You are viewing a plain text version of this content. The canonical link for it is here.
Posted to commits@kudu.apache.org by la...@apache.org on 2022/03/21 04:08:05 UTC

[kudu] branch master updated (91d3101 -> 8409d28)

This is an automated email from the ASF dual-hosted git repository.

laiyingchun pushed a change to branch master
in repository https://gitbox.apache.org/repos/asf/kudu.git.


    from 91d3101  [tools] run intra-location rebalancing in parallel
     new 9a53fec  [tools] KUDU-3333 Include Table Counts in kudu hms Dryrun
     new 8409d28  [metrics] Add table level metrics column_count and schema_version on master

The 2 revisions listed above as "new" are entirely new to this
repository and will be described in separate emails.  The revisions
listed as "add" were already present in the repository and have only
been added to this reference.


Summary of changes:
 src/kudu/master/catalog_manager.cc | 25 +++++++++++++++---
 src/kudu/master/catalog_manager.h  | 10 +++++---
 src/kudu/master/master-test.cc     | 52 ++++++++++++++++++++++++++++++++++++--
 src/kudu/master/table_metrics.cc   | 10 ++++++++
 src/kudu/master/table_metrics.h    |  2 ++
 src/kudu/tools/tool_action_hms.cc  | 25 +++++++++++++++---
 6 files changed, 111 insertions(+), 13 deletions(-)

[kudu] 02/02: [metrics] Add table level metrics column_count and schema_version on master

Posted by la...@apache.org.
This is an automated email from the ASF dual-hosted git repository.

laiyingchun pushed a commit to branch master
in repository https://gitbox.apache.org/repos/asf/kudu.git

commit 8409d28a5ace591f635b029cb37ebd70f3b8eb10
Author: Yingchun Lai <40...@qq.com>
AuthorDate: Mon Feb 21 18:08:30 2022 +0800

    [metrics] Add table level metrics column_count and schema_version on master
    
    This patch adds some table level metrics on master.
    - column_count: The column count in the table's latest schema.
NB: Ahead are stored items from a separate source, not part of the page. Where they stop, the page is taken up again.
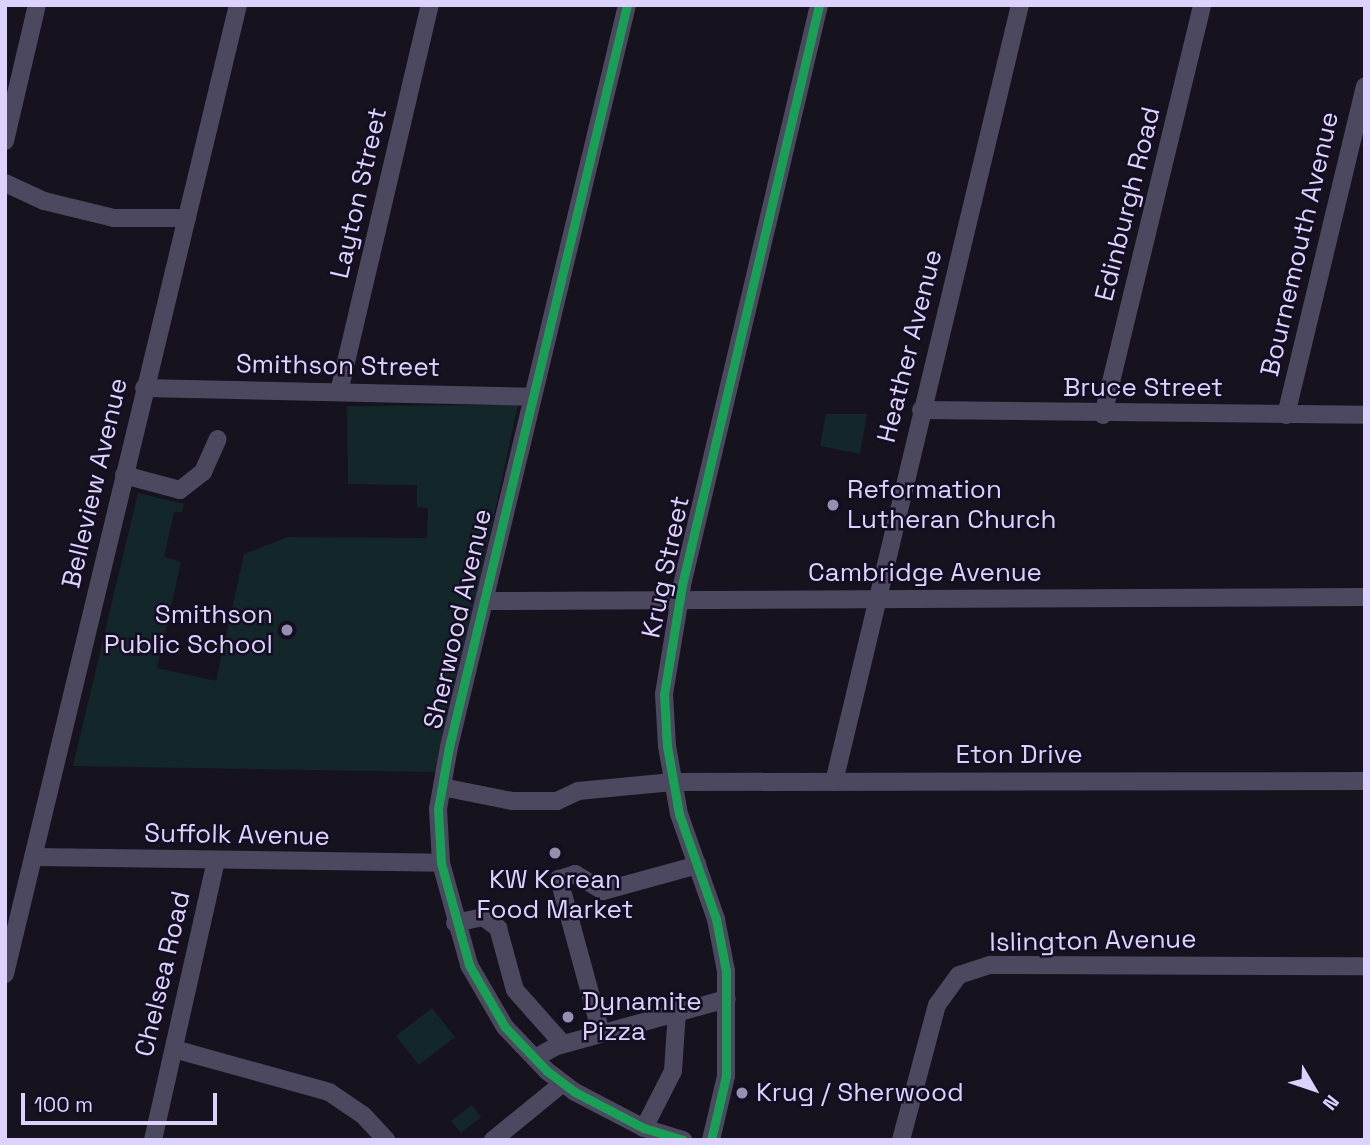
<!DOCTYPE html>
<html>
<head>
<meta charset="utf-8">
<style>
	body { margin:0 }
	#map { position:relative; width:1370px; height:1145px; overflow:hidden; background:#16131e; font-family:"Space Grotesk",sans-serif }
	div>[style] { position:absolute }
	[style*='--x'] { left:calc(var(--x)*1px); top:calc(var(--y)*1px); width:calc(var(--w)*1px); rotate:calc(var(--a)*1deg) }
	.green>* { inset:0; background:#13272b }
	.minor>* { height:18px; margin:-9px; padding:0 9px; transform-origin:9px; border-radius:9px; background:#4c485f }
	.cycleway>* { height:9px; margin:-4.5px; padding:0 4.5px; transform-origin:4.5px; border-radius:4.5px; background:#1a9f57 }
	.dots>* { width:19px; height:19px; translate:-50% -50%; box-sizing:border-box; border:4px solid #150e23; border-radius:50% }
	span { translate:-50% -50%; white-space:nowrap; text-align:center; line-height:1.15; -webkit-text-stroke:5px #150e23; paint-order:stroke }
	.street-label { font-size:26px; color:#ddd2fe }
	.poi-label { font-size:26px; color:#ddd2fe }
	.left { translate:0 -50%; text-align:left }
	.right { translate:-100% -50%; text-align:right }
	.frame { position:absolute; inset:0; border:7px solid #ddd2fe; pointer-events:none }
	.north { position:absolute; left:1279px; top:1054px; width:70px; height:70px; -webkit-text-stroke:5px #150e23; paint-order:stroke; rotate:129deg; font-size:19px; font-weight:700; line-height:28px; text-align:center; color:#ddd2fe }
	.north::after { content:''; display:block; margin:auto; width:24px; height:32px; background:#ddd2fe; clip-path:polygon(50% 0,100% 100%,50% 72%,0 100%) }
	.scale { position:absolute; left:21px; top:1093px; width:196px; height:32px; box-sizing:border-box; border:4px solid #ddd2fe; border-top:0; padding-left:9px; font-size:21px; line-height:24px; white-space:nowrap; color:#ddd2fe; -webkit-text-stroke:5px #150e23; paint-order:stroke }
</style>
</head>
<body>
<div id="map">
	<div class="green">
		<i style="clip-path:polygon(518px 405px,438px 772px,73px 766px,138px 493px,184px 504px,182px 512px,174px 512px,164px 557px,181px 562px,157px 668px,216px 681px,244px 554px,288px 537px,427px 538px,428px 508px,417px 507px,417px 485px,348px 484px,347px 406px)"></i>
		<i style="clip-path:polygon(826px 414px,867px 414px,860px 454px,820px 446px)"></i>
		<i style="clip-path:polygon(432px 1008px,455px 1037px,419px 1065px,396px 1036px)"></i>
		<i style="clip-path:polygon(472px 1105px,481px 1117px,461px 1133px,451px 1121px)"></i>
	</div>
	<div class="minor">
		<i style="--x:627;--y:5;--w:763;--a:103.49"></i>
		<i style="--x:449;--y:747;--w:63;--a:100.1"></i>
		<i style="--x:438;--y:809;--w:54;--a:86.8"></i>
		<i style="--x:441;--y:863;--w:106;--a:74.6"></i>
		<i style="--x:469;--y:965;--w:72;--a:59.9"></i>
		<i style="--x:505;--y:1027;--w:61;--a:46.3"></i>
		<i style="--x:547;--y:1071;--w:35;--a:37"></i>
		<i style="--x:575;--y:1092;--w:78;--a:27.6"></i>
		<i style="--x:644;--y:1128;--w:41;--a:17.1"></i>
		<i style="--x:5;--y:141;--w:140;--a:-76.8"></i>
		<i style="--x:5;--y:183;--w:43;--a:24.8"></i>
		<i style="--x:44;--y:201;--w:72;--a:13.7"></i>
		<i style="--x:114;--y:218;--w:73;--a:0"></i>
		<i style="--x:144;--y:388;--w:387;--a:1.3"></i>
		<i style="--x:339;--y:392;--w:398;--a:-76.8"></i>
		<i style="--x:921;--y:410;--w:444;--a:0.6"></i>
		<i style="--x:1103;--y:415;--w:422;--a:-76.4"></i>
		<i style="--x:1286;--y:415;--w:338;--a:-76.5"></i>
		<i style="--x:124;--y:475;--w:58;--a:15"></i>
		<i style="--x:180;--y:490;--w:29;--a:-38"></i>
		<i style="--x:203;--y:472;--w:36;--a:-66"></i>
		<i style="--x:485;--y:601;--w:880;--a:-0.26"></i>
		<i style="--x:834;--y:782;--w:799;--a:-76.54"></i>
		<i style="--x:442;--y:787;--w:71;--a:11.3"></i>
		<i style="--x:512;--y:801;--w:45;--a:0"></i>
		<i style="--x:557;--y:801;--w:23;--a:-25"></i>
		<i style="--x:578;--y:791;--w:95;--a:-5.4"></i>
		<i style="--x:673;--y:782;--w:692;--a:-0.08"></i>
		<i style="--x:33;--y:857;--w:408;--a:0.8"></i>
		<i style="--x:455;--y:923;--w:29;--a:-12"></i>
		<i style="--x:483;--y:917;--w:19;--a:36"></i>
		<i style="--x:498;--y:928;--w:64;--a:74.7"></i>
		<i style="--x:515;--y:990;--w:72;--a:48.4"></i>
		<i style="--x:5;--y:974;--w:997;--a:-76.48"></i>
		<i style="--x:601;--y:1033;--w:160;--a:-105.3"></i>
		<i style="--x:559;--y:879;--w:17;--a:-17"></i>
		<i style="--x:575;--y:874;--w:33;--a:31"></i>
		<i style="--x:603;--y:891;--w:98;--a:-15.3"></i>
		<i style="--x:174;--y:1049;--w:161;--a:15.5"></i>
		<i style="--x:329;--y:1092;--w:41;--a:34.1"></i>
		<i style="--x:363;--y:1115;--w:34;--a:47"></i>
		<i style="--x:535;--y:1058;--w:25;--a:-29"></i>
		<i style="--x:557;--y:1046;--w:176;--a:-15.5"></i>
		<i style="--x:644;--y:1128;--w:64;--a:-63"></i>
		<i style="--x:673;--y:1071;--w:61;--a:-86.2"></i>
		<i style="--x:153;--y:1140;--w:286;--a:-77.3"></i>
		<i style="--x:493;--y:1140;--w:90;--a:-39.2"></i>
		<i style="--x:711;--y:1140;--w:66;--a:-76.8"></i>
		<i style="--x:726;--y:1076;--w:105;--a:-90"></i>
		<i style="--x:726;--y:971;--w:53;--a:-100.9"></i>
		<i style="--x:716;--y:919;--w:111;--a:-109.4"></i>
		<i style="--x:679;--y:814;--w:69;--a:-100"></i>
		<i style="--x:667;--y:746;--w:52;--a:-93.3"></i>
		<i style="--x:664;--y:694;--w:110;--a:-80.6"></i>
		<i style="--x:682;--y:585;--w:596;--a:-76.71"></i>
		<i style="--x:901;--y:1140;--w:140;--a:-75.1"></i>
		<i style="--x:937;--y:1005;--w:37;--a:-54"></i>
		<i style="--x:959;--y:975;--w:33;--a:-18"></i>
		<i style="--x:990;--y:965;--w:375;--a:0.2"></i>
	</div>
	<div class="cycleway">
		<i style="--x:627;--y:5;--w:763;--a:103.49"></i>
		<i style="--x:449;--y:747;--w:63;--a:100.1"></i>
		<i style="--x:438;--y:809;--w:54;--a:86.8"></i>
		<i style="--x:441;--y:863;--w:106;--a:74.6"></i>
		<i style="--x:469;--y:965;--w:72;--a:59.9"></i>
		<i style="--x:505;--y:1027;--w:61;--a:46.3"></i>
		<i style="--x:547;--y:1071;--w:35;--a:37"></i>
		<i style="--x:575;--y:1092;--w:78;--a:27.6"></i>
		<i style="--x:644;--y:1128;--w:41;--a:17.1"></i>
		<i style="--x:711;--y:1140;--w:66;--a:-76.8"></i>
		<i style="--x:726;--y:1076;--w:105;--a:-90"></i>
		<i style="--x:726;--y:971;--w:53;--a:-100.9"></i>
		<i style="--x:716;--y:919;--w:111;--a:-109.4"></i>
		<i style="--x:679;--y:814;--w:69;--a:-100"></i>
		<i style="--x:667;--y:746;--w:52;--a:-93.3"></i>
		<i style="--x:664;--y:694;--w:110;--a:-80.6"></i>
		<i style="--x:682;--y:585;--w:596;--a:-76.71"></i>
	</div>
	<div class="dots">
		<i style="left:833px;top:505px;background:#978fb0"></i>
		<i style="left:287px;top:630px;background:#978fb0"></i>
		<i style="left:555px;top:853px;background:#978fb0"></i>
		<i style="left:568px;top:1017px;background:#978fb0"></i>
		<i style="left:742px;top:1093px;background:#978fb0"></i>
	</div>
	<div class="street-label">
		<span style="left:359px;top:193px;rotate:-77deg">Layton Street</span>
		<span style="left:1128px;top:204px;rotate:-76deg">Edinburgh Road</span>
		<span style="left:1300px;top:244px;rotate:-77deg">Bournemouth Avenue</span>
		<span style="left:910px;top:346px;rotate:-76deg">Heather Avenue</span>
		<span style="left:338px;top:366px;rotate:1deg">Smithson Street</span>
		<span style="left:1143px;top:388px">Bruce Street</span>
		<span style="left:95px;top:483px;rotate:-77deg">Belleview Avenue</span>
		<span style="left:666px;top:567px;rotate:-78deg">Krug Street</span>
		<span style="left:925px;top:573px">Cambridge Avenue</span>
		<span style="left:458px;top:619px;rotate:-77deg">Sherwood Avenue</span>
		<span style="left:1019px;top:755px">Eton Drive</span>
		<span style="left:237px;top:835px;rotate:1deg">Suffolk Avenue</span>
		<span style="left:1093px;top:941px;rotate:-1deg">Islington Avenue</span>
		<span style="left:163px;top:974px;rotate:-77deg">Chelsea Road</span>
	</div>
	<div class="poi-label">
		<span class="left" style="left:847px;top:505px">Reformation<br>Lutheran Church</span>
		<span class="right" style="left:273px;top:630px">Smithson<br>Public School</span>
		<span style="left:555px;top:895px">KW Korean<br>Food Market</span>
		<span class="left" style="left:582px;top:1017px">Dynamite<br>Pizza</span>
		<span class="left" style="left:756px;top:1093px">Krug / Sherwood</span>
	</div>
	<div class="frame"></div>
	<div class="north">N</div>
	<div class="scale">100 m</div>
</div>
</body>
</html>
Since too
      many column count will lead to bad performance and space
      amplification, we can add some monitor alerts based on this
      metric after this.
    - schema_version: The table's schema version. Too many or too
      frequently schema changes is also a metric worth to be monitored.
    
    Change-Id: Ia0671cfb0758d53e950a4e35a968dae15f82d18e
    Reviewed-on: http://gerrit.cloudera.org:8080/18258
    Tested-by: Kudu Jenkins
    Reviewed-by: Abhishek Chennaka <ac...@cloudera.com>
    Reviewed-by: Yifan Zhang <ch...@163.com>
    Reviewed-by: Yingchun Lai <ac...@gmail.com>
---
 src/kudu/master/catalog_manager.cc | 25 +++++++++++++++---
 src/kudu/master/catalog_manager.h  | 10 +++++---
 src/kudu/master/master-test.cc     | 52 ++++++++++++++++++++++++++++++++++++--
 src/kudu/master/table_metrics.cc   | 10 ++++++++
 src/kudu/master/table_metrics.h    |  2 ++
 5 files changed, 90 insertions(+), 9 deletions(-)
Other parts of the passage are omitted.